The 1976 Barcelona Convention for the Protection of the Mediterranean Sea against Pollution (BARCON) is the oldest of the UNEP’s Regional Seas Agreements and sets out the general framework for cooperation in the protection of the Mediterranean Sea from several sources of pollution (e.g., dumping, accidental and operational discharges from ships, exploration and exploitation of the continental shelf, and land-based activities).
In 1995, in the UNCED follow-up, the Barcelona system went through a revision process, which extended its objective and brought the Convention into line with the main principles and goals of Chapter 17. The structure of the Convention is very similar to that of the OSPAR and Helsinki Conventions. Its body contains general principles (i.e., sustainable development, the precautionary principle, the duty to carry out an EIA, the polluter pays principle, integrated management, the use of BAT and BET), general obligations for contracting parties to control several sources of pollution and to protect and preserve biodiversity, monitoring, reporting and technical cooperation, and procedural and institutional rules. All the general provisions are further specified in eight Protocols which form an integral part of the Convention.
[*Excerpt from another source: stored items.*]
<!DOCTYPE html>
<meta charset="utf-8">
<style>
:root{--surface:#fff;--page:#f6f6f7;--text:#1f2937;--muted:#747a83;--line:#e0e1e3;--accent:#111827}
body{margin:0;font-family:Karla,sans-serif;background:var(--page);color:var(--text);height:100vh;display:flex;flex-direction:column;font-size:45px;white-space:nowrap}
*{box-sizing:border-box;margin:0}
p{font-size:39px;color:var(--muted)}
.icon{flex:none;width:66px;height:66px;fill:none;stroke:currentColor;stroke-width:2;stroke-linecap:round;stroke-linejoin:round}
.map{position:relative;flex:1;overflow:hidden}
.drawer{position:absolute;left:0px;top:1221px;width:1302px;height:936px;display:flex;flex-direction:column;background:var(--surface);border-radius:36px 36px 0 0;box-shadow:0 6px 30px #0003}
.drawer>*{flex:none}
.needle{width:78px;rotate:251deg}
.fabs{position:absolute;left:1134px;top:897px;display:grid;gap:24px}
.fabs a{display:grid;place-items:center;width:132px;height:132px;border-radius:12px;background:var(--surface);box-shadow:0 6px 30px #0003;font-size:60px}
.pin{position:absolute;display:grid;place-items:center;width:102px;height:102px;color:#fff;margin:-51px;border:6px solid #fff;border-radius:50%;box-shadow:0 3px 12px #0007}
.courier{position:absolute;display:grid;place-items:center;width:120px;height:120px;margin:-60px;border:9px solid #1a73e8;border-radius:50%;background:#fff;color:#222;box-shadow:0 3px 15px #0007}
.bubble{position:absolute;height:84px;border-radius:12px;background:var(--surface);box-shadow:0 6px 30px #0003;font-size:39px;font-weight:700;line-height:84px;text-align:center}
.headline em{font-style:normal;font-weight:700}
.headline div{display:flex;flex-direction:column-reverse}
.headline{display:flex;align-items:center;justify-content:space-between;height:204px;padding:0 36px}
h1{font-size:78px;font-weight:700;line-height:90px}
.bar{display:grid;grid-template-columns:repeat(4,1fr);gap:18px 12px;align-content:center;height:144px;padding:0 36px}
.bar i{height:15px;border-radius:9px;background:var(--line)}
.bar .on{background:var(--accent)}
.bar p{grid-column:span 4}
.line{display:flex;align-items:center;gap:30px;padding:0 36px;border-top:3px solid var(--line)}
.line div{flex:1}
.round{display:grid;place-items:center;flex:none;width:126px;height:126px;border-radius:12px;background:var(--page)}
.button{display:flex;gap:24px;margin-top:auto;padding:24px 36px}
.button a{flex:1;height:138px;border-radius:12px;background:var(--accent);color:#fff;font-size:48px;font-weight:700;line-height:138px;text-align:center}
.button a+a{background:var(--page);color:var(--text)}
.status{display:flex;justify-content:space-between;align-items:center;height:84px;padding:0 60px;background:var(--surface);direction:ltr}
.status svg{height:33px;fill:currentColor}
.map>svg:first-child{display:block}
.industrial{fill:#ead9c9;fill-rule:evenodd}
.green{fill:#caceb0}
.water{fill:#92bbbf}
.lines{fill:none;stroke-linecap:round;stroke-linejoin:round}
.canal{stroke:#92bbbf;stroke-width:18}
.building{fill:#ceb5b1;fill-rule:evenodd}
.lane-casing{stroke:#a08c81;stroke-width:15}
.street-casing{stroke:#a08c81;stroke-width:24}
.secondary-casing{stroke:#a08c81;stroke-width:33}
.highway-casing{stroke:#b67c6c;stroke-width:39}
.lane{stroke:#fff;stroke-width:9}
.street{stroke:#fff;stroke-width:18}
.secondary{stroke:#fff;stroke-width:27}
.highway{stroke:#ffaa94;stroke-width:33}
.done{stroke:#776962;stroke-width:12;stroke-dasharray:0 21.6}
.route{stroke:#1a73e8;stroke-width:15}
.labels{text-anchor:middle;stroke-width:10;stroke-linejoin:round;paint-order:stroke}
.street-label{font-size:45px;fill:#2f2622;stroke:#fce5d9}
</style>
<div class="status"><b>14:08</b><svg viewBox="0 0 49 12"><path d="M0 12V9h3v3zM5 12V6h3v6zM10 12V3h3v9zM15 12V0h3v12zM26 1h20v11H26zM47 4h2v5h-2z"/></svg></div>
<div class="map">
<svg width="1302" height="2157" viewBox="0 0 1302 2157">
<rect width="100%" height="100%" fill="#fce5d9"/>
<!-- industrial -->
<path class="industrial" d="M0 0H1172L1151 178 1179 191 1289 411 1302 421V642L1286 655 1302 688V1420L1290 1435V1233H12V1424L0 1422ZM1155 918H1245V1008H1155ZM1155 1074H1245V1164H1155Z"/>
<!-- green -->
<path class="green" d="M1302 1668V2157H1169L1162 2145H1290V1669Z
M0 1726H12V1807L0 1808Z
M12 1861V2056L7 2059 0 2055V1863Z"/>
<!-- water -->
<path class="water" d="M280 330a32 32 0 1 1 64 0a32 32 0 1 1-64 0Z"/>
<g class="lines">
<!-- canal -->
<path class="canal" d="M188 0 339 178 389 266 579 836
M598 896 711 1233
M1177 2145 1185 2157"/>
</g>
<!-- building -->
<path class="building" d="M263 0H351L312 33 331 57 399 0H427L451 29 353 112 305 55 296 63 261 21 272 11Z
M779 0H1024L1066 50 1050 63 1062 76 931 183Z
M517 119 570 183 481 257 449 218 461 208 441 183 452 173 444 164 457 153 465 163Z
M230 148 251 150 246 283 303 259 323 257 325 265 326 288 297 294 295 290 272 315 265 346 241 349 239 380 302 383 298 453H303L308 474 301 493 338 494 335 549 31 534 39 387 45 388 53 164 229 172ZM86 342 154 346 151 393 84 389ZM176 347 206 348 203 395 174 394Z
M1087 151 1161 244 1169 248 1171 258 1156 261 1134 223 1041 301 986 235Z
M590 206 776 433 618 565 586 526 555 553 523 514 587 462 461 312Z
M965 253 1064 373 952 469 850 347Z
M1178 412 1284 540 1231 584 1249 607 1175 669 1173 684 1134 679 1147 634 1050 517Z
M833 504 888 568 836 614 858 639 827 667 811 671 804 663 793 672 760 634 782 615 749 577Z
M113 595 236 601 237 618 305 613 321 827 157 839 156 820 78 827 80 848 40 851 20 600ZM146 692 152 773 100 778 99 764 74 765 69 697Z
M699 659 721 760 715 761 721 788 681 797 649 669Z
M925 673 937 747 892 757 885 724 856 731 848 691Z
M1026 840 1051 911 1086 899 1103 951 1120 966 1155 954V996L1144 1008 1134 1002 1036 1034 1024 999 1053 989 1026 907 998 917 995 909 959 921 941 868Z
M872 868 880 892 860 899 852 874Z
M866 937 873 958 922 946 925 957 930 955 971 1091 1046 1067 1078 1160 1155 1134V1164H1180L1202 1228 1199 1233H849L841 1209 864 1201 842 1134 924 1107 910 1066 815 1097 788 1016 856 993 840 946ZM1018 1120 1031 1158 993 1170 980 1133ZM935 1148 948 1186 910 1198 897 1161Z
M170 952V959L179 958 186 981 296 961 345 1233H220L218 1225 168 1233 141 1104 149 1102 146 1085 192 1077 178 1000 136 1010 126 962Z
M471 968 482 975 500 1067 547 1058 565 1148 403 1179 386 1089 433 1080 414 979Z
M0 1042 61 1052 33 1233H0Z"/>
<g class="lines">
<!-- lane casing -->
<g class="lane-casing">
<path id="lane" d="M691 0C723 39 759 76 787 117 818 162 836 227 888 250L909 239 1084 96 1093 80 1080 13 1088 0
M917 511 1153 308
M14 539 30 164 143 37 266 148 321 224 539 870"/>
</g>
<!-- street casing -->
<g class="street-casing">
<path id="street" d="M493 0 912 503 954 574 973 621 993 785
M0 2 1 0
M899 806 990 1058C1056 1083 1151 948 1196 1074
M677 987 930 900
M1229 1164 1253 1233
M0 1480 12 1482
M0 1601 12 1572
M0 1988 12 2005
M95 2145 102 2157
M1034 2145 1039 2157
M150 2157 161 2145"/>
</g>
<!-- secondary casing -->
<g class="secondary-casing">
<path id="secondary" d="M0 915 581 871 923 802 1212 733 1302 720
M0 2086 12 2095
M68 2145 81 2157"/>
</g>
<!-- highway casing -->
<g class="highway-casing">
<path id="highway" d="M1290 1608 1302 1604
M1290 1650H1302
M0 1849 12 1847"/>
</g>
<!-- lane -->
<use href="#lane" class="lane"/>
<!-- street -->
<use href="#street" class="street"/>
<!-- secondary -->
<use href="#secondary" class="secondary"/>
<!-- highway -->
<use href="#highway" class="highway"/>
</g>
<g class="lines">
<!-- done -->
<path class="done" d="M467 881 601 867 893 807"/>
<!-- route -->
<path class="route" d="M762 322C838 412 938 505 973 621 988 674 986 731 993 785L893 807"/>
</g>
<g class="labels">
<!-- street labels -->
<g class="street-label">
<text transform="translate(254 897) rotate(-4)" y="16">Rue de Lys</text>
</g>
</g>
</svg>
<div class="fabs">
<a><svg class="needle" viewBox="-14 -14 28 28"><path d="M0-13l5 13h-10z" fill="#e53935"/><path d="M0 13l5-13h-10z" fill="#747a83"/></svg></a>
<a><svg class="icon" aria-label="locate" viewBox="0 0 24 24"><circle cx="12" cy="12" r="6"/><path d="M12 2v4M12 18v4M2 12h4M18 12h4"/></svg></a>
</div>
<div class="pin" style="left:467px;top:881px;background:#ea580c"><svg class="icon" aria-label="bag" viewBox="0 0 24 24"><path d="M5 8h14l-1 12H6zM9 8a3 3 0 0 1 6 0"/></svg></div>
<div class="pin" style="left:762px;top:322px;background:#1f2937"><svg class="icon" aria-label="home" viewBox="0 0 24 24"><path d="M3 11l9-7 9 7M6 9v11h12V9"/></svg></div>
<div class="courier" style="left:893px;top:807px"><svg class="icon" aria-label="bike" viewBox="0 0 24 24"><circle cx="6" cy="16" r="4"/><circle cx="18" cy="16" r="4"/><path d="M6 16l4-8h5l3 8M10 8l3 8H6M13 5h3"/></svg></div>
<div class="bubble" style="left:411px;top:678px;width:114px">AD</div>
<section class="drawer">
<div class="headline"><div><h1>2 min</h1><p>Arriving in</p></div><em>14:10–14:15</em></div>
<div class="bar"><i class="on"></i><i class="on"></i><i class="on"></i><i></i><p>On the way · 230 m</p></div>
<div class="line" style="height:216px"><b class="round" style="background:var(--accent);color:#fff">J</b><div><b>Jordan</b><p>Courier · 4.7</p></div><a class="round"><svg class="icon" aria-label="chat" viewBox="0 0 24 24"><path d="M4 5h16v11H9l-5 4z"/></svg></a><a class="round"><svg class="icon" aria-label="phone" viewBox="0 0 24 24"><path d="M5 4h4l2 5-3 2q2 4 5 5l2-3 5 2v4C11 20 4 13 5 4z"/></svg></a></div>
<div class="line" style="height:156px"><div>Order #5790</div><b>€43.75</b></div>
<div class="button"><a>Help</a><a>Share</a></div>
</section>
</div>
The Barcelona regime, like OSPAR, applies to internal waters and the high seas in accordance with the LOSC and international law (Articles 1 and 3). The revised BARCON, moreover, introduced a non-compliance procedure which mirrors the OSPAR Convention (Article 27). The BARCON is administered by UNEP, which carries out secretariat functions (Article 17), while five “regional activities centers”(RACs) assist the contracting parties in the implementation of their obligations under the different Protocols. Meetings of the Contracting Parties (MOPs) are convened every two years on a ministerial level to review the implementation of the Convention and its Protocols, acting by qualified majority. The MOPs normally conclude with the adoption of a ministerial declaration, which despite its legally non-binding nature has great political weight and sets out the guidelines for future work under the Convention. The work of the MOP is prepared by the National Focal Points, who are senior officials from the environmental ministries of the states parties plus the representative from the European Commission (DG ENV), and within a number of working groups attended by officials and/or national experts discussing key issues related to the scope of the BARCON. The BARCON’s agenda is not as full as those of OSPARCOM and HELCOM, but is also quite challenging.
The strong political, economic and social diversity among Mediterranean coastal States and the numerous problems affecting the area have made cooperation in the region quite difficult. The Barcelona regime, moreover, suffers from strong implementation gaps, while lack of monitoring and reliable data represent additional problems.